4  Autograd

In the last chapter, we have seen how to manipulate tensors, and encountered a sample of mathematical operations one can perform on them. If those operations, numerous though they may be, were all there was to core torch, you would not be reading this book. Frameworks like torch are so popular because of what you can do with them: deep learning, machine learning, optimization, large-scale scientific computation in general. Most of these application areas involve minimizing some loss function. This, in turn, entails computing function derivatives. Now imagine that as a user, you had to specify the functional form of each derivative yourself. Especially with neural networks, this could get cumbersome pretty fast!

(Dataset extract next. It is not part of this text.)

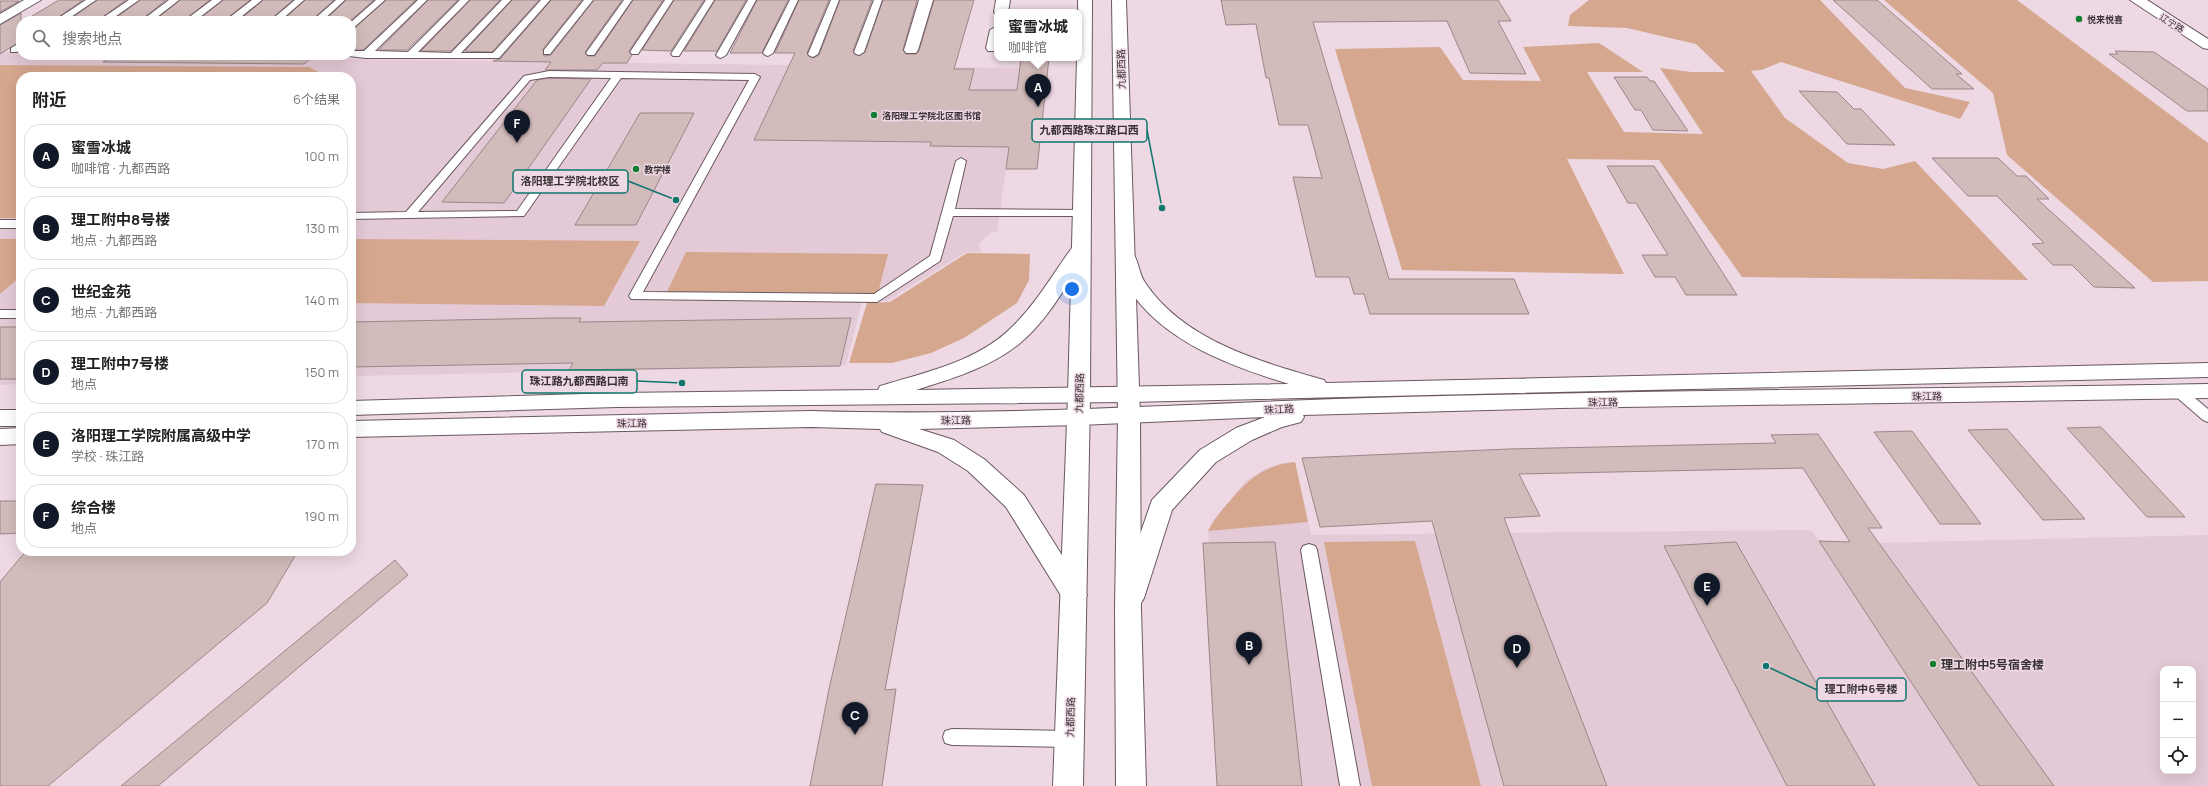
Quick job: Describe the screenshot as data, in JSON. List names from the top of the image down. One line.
{"streets":{"main road":["辽宁路","九都西路","珠江路"]},"crossings":[["九都西路","珠江路"]],"places":["悦来悦喜","洛阳理工学院北区图书馆","教学楼","洛阳理工学院北校区","九都西路珠江路口西","珠江路九都西路口南","理工附中5号宿舍楼","理工附中6号楼"],"page":{"popup":["蜜雪冰城","咖啡馆"],"search":"搜索地点","heading":["附近","6个结果"],"pins":["A","F","E","B","D","C"],"list":[{"mark":"A","name":"蜜雪冰城","note":"咖啡馆 · 九都西路","value":"100 m"},{"mark":"B","name":"理工附中8号楼","note":"地点 · 九都西路","value":"130 m"},{"mark":"C","name":"世纪金苑","note":"地点 · 九都西路","value":"140 m"},{"mark":"D","name":"理工附中7号楼","note":"地点","value":"150 m"},{"mark":"E","name":"洛阳理工学院附属高级中学","note":"学校 · 珠江路","value":"170 m"},{"mark":"F","name":"综合楼","note":"地点","value":"190 m"}],"map_buttons":["+","−"]}}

In fact, torch does not work out, nor store, functional representations of derivatives either. Instead, it implements what is called automatic differentiation. In automatic differentiation, and more specifically, its often-used reverse-mode variant, derivatives are computed and combined on a backward pass through the graph of tensor operations. We’ll look at an example for this in a minute. But first, let’s quickly backtrack and talk about why we would want to compute derivatives.

4.1 Why compute derivatives?

In supervised machine learning, we have at our disposal a training set, where the variable we’re hoping to predict is known. This is the target, or ground truth. We now develop and train a prediction algorithm, based on a set of input variables, the predictors. This training, or learning, process, is based on comparing the algorithm’s predictions with the ground truth, a comparison that leads to a number capturing how good or bad the current predictions are. To provide this number is the job of the loss function.

Once it is aware of the current loss, an algorithm can adjust its parameters – the weights, in a neural network – in order to deliver better predictions. It just has to know in which direction to adjust them. This information is made available by the gradient, the vector of derivatives.

As an example, we imagine a loss function that looks like this (fig. 4.1):

A paraboloid in two dimensions that has a minimum at (0,0).

Figure 4.1: Hypothetical loss function (a paraboloid).

This is a quadratic function of two variables: \(f(x_1, x_2) = 0.2 {x_1}^2 + 0.2 {x_2}^2 - 5\). It has its minimum at (0,0), and this is the point we’d like to be at. As humans, standing at the location designated by the white dot, and looking at the landscape, we have a pretty clear idea how to go downhill fast (assuming we’re not scared by the slope). To find the best direction computationally, however, we compute the gradient.

Take the \(x_1\) direction. The derivative of the function with respect to \(x_1\) indicates how its value varies as \(x_1\) varies. As we know the function in closed form, we can compute that: \(\frac{\partial f}{\partial x_1} = 0.4 x_1\). This tells us that as \(x_1\) increases, loss increases, and how fast. But we want loss to decrease, so we have to go in the opposite direction.

The same holds for the \(x_2\)-axis. We compute the derivative (\(\frac{\partial f}{\partial x_2} = 0.4 x_2\)). Again, we want to take the direction opposite to where the derivative points. Overall, this yields a descent direction of \(\begin{bmatrix}-0.4x_1\\-0.4x_2 \end{bmatrix}\).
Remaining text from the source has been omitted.